> [Supplied material]:
☆ ☆ ☆ ☆ ☆
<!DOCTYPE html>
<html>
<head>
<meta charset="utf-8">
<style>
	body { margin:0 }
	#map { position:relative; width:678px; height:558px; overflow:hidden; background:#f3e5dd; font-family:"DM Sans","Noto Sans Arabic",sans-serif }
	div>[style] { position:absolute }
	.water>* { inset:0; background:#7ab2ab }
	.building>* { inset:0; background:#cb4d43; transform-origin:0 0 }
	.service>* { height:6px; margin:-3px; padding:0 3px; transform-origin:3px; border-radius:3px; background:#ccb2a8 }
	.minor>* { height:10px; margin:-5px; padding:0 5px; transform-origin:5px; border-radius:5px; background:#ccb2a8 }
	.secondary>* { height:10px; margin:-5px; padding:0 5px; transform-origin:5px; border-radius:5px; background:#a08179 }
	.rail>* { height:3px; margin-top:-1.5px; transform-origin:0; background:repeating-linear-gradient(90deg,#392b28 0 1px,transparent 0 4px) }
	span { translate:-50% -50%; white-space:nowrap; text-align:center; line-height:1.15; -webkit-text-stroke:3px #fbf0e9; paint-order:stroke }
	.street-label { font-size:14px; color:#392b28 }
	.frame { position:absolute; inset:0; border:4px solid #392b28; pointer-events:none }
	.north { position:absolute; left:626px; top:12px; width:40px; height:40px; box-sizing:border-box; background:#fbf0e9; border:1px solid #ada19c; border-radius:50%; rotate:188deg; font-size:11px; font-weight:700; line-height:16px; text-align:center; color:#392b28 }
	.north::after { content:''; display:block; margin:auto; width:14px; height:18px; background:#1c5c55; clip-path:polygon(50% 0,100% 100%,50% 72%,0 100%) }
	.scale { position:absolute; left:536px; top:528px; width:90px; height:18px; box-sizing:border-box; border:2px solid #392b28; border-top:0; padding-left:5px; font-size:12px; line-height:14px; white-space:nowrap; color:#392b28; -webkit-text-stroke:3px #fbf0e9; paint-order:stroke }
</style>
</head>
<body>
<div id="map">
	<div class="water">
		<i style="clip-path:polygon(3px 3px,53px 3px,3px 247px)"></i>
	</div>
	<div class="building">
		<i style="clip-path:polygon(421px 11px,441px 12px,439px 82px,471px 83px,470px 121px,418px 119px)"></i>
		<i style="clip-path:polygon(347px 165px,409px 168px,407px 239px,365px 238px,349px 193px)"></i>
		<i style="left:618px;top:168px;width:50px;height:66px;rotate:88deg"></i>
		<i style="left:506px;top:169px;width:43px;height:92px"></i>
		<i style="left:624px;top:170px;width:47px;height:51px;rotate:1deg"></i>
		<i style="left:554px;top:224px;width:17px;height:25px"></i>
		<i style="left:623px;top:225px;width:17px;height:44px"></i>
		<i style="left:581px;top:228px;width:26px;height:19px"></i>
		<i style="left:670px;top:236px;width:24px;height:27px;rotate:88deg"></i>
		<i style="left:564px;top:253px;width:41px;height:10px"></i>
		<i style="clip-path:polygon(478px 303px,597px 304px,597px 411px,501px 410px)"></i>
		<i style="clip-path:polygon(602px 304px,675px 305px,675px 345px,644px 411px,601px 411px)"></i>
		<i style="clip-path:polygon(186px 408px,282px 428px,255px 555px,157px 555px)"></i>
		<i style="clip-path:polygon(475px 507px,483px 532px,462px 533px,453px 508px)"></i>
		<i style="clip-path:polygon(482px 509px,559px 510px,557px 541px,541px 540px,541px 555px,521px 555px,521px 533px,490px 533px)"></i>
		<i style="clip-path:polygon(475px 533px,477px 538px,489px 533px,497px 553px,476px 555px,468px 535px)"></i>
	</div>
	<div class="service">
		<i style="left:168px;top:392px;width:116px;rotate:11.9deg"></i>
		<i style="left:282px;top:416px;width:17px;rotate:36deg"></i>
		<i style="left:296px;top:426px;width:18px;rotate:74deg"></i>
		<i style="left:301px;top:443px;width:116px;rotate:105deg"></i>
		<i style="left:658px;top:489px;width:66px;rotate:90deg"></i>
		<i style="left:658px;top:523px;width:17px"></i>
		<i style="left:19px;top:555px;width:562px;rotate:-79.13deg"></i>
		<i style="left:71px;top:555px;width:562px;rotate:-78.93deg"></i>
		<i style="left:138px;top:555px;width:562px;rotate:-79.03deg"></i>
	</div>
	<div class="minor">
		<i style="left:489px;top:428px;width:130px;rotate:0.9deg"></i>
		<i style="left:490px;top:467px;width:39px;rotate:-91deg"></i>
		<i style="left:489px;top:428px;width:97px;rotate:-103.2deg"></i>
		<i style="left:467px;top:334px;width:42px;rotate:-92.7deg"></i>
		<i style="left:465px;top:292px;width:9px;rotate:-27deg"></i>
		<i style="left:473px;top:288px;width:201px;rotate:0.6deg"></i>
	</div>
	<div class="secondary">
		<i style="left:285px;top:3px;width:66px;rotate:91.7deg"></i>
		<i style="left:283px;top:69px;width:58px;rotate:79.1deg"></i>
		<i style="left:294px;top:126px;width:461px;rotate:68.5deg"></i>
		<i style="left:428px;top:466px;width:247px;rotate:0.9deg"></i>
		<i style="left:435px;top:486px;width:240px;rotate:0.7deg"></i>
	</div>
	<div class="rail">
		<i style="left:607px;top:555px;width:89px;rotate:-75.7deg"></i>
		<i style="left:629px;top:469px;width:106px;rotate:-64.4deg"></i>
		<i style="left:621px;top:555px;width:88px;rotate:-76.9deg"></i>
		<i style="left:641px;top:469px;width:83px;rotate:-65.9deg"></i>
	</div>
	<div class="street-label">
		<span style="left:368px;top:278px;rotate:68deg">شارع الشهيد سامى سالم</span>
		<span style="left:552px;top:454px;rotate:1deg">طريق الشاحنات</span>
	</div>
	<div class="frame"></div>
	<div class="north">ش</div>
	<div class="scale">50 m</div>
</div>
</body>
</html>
☆ ☆ ☆ ☆ ☆
> [Task directions]: In the data above, find each line where the string "class" appears, then copy it.

> [Written response]:
	<div class="water">
	<div class="building">
	<div class="service">
	<div class="minor">
	<div class="secondary">
	<div class="rail">
	<div class="street-label">
	<div class="frame"></div>
	<div class="north">ش</div>
	<div class="scale">50 m</div>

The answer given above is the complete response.